» Problem statement: The lines to copy are those in the listing below that contain the word "Methodist".

» Listed records:
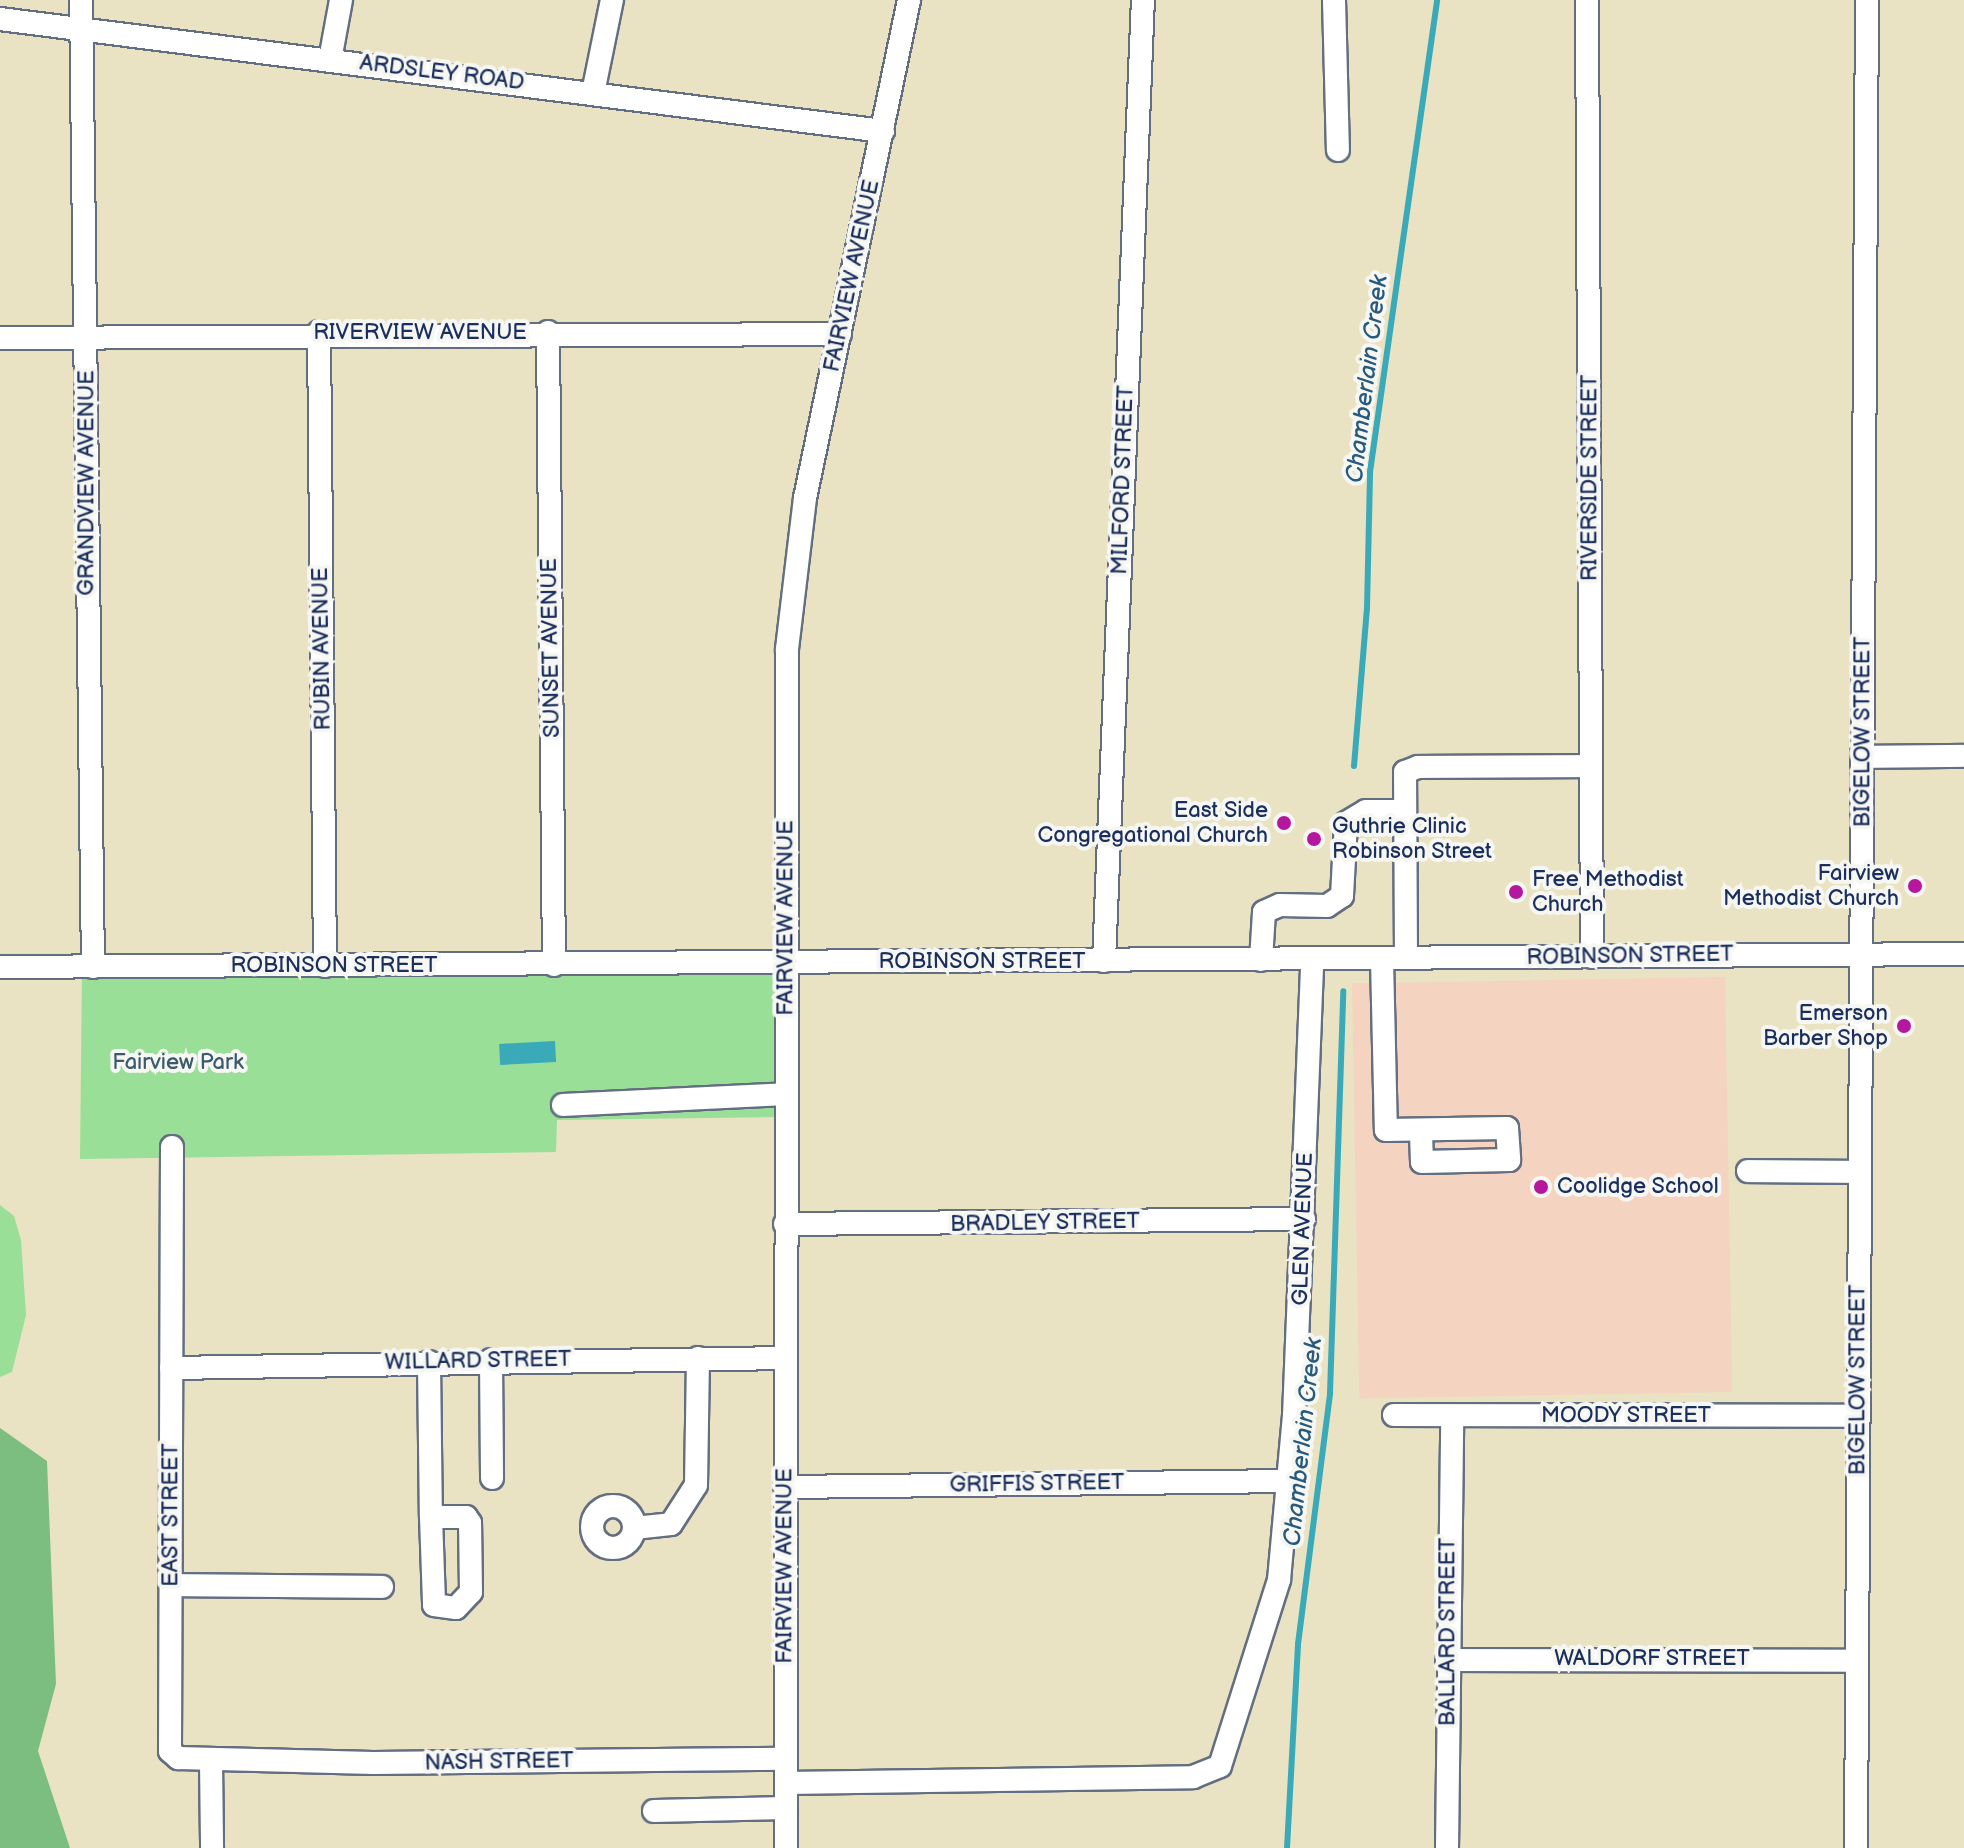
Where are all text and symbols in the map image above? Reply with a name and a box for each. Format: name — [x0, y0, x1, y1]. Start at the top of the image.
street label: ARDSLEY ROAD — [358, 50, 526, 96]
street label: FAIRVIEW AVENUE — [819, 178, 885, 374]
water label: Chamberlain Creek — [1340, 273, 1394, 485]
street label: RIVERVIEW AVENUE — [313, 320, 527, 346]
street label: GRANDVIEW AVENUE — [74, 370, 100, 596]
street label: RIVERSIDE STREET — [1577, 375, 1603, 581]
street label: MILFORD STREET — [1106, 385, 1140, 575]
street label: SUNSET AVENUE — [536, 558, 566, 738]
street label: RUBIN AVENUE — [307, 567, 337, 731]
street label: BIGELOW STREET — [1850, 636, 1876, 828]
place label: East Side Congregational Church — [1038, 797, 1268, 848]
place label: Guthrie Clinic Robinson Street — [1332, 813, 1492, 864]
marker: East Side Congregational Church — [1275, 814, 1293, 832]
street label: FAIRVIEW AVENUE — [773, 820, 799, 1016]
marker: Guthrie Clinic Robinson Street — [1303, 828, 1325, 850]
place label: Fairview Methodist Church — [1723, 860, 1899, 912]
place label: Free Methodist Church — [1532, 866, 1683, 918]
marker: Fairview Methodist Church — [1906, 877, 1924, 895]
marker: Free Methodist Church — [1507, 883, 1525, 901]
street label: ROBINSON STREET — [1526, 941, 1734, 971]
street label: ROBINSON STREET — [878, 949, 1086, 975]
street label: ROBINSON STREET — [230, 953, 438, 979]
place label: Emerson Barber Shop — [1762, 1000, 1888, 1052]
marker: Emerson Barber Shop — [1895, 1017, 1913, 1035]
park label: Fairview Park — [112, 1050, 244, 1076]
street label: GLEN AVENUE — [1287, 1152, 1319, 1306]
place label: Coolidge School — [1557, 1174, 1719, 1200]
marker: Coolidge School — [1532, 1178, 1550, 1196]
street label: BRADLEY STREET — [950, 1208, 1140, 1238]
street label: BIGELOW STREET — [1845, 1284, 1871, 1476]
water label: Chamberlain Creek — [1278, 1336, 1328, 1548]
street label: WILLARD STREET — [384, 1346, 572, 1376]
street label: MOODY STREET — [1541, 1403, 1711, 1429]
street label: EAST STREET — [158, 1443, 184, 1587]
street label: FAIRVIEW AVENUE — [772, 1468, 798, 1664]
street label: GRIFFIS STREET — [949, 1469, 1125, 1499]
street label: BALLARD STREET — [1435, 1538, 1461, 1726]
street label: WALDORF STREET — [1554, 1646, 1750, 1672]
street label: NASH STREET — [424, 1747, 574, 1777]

» Exercise response:
place label: Fairview Methodist Church — [1723, 860, 1899, 912]
place label: Free Methodist Church — [1532, 866, 1683, 918]
marker: Fairview Methodist Church — [1906, 877, 1924, 895]
marker: Free Methodist Church — [1507, 883, 1525, 901]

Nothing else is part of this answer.